On stage stood the pair who’d played for her two nights ago, and they opened with the same song, or one similar enough. Jo found herself wishing Micah were there to translate again, but quickly corrected herself: she was probably one of the only people around who knew too little Spanish to understand the song. If she really wanted it translated, she could very well ask just about anyone. Instead, however, she simply sat there and listened to the simple melody: just enough, she reasoned, to carry the story without distraction.

Jo watched especially the child. He looked uncomfortable in his tight white suit, and she wondered whether he actually enjoyed what he was doing. He couldn’t have been more than eight, so he might very well still be in the thrall, Jo supposed, of his father’s passion, loving it because he loved him. But there did seem to be an authenticity to his stoic gaze, and as he beat his little rhythm Jo swore she saw tears well up in his eyes. Did he too miss his father’s brother? But no, he couldn’t, reasonably. The Wall had gone up long before the child had been born. Perhaps it was just the power of the sentiment, or the transference of ancient misery visited upon his family, his people, his land. Then again, it could have just been the dry air.

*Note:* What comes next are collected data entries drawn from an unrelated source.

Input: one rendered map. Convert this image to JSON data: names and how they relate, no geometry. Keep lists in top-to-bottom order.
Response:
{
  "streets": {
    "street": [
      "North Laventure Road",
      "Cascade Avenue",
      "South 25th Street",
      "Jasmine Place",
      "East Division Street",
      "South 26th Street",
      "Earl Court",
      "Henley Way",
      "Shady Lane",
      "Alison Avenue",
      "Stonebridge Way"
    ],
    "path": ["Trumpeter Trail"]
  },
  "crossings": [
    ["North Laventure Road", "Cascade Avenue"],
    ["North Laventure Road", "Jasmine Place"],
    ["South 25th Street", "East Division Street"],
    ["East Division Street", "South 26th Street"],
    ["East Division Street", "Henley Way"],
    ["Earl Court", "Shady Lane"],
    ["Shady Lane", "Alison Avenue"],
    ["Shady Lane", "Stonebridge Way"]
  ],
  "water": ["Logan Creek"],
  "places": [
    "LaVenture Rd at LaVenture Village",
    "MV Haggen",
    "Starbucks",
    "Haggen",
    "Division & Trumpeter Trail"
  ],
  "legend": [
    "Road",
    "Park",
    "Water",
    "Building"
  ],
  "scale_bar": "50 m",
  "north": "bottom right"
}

There was a second song like the first, then a third, and by the end of the forth, a general quietude had descended over the festival. Cheers still regularly exploded from Gramps’ booth on the far side of the lot, but now they seemed to come from nowhere and disappear back into nothingness, like a whale breeching in dead-calm waters. To Jo, the state was almost blissful, and she felt suspended in time, the immanent Border Run! show held at bay by this man’s loneliness. But for the fifth song the father and son were joined on stage by a bassist and two men with trumpets. These newcomers didn’t have the outfits, but they seemed comfortable with the arrangement, and in fact began to play first, a quicker, lively number.

As Jo watched the heavy mood lift from the crowd, she noticed Angel sitting less than ten feet away. How long had he been there? She went to sit beside him, righting a chair that had been upended.

“I didn’t want to leave things like they were last night,” she said.

Angel acknowledged her silently, smiling, but kept his eyes trained on the musicians. “You know what they’re singing?”

“It’s not a corrido, is it?”

“Si, si. They’re singing about smugglers. Gangsters who used to come across the border from Sonora in trucks filled with heroin and guns.”

“Oh come off it,” Jo said, chuckling.

“They’re singing about paying off the border patrol with hookers and cocaine. One smuggler gets killed by a rival gang, but the rest hide out in a house near Tucson with a basement full of hundred dollar bills, stacked to the ceiling.”

Jo was speechless. Why was Angel telling her this?

When the song was over, the applause dwarfed the sounds coming from Gramps’ booth, and because Jo was looking around in astonishment, she failed at first to see that Angel himself was standing, applauding and whistling.

After the crowd had died down, the band began to play another song, just as lively, but Angel leaned over to Jo and embraced her.

“I have to get to work,” he said. “You be safe.”

“Angel, I don’t understand.”

“It was good to see you, Miss Jo.”

With that he stood, and after letting out another loud whistle, turned and nudged through the growing throng of people who’d gathered around the small stage. Within moments, Jo was surrounded on all sides by people standing, arms raised. Her head was stomach-level, and she stared at the extended guts pressed against the buttons of thin, dirty shirts. The stomachs twisted, shook and bumped, as though no body rose above them.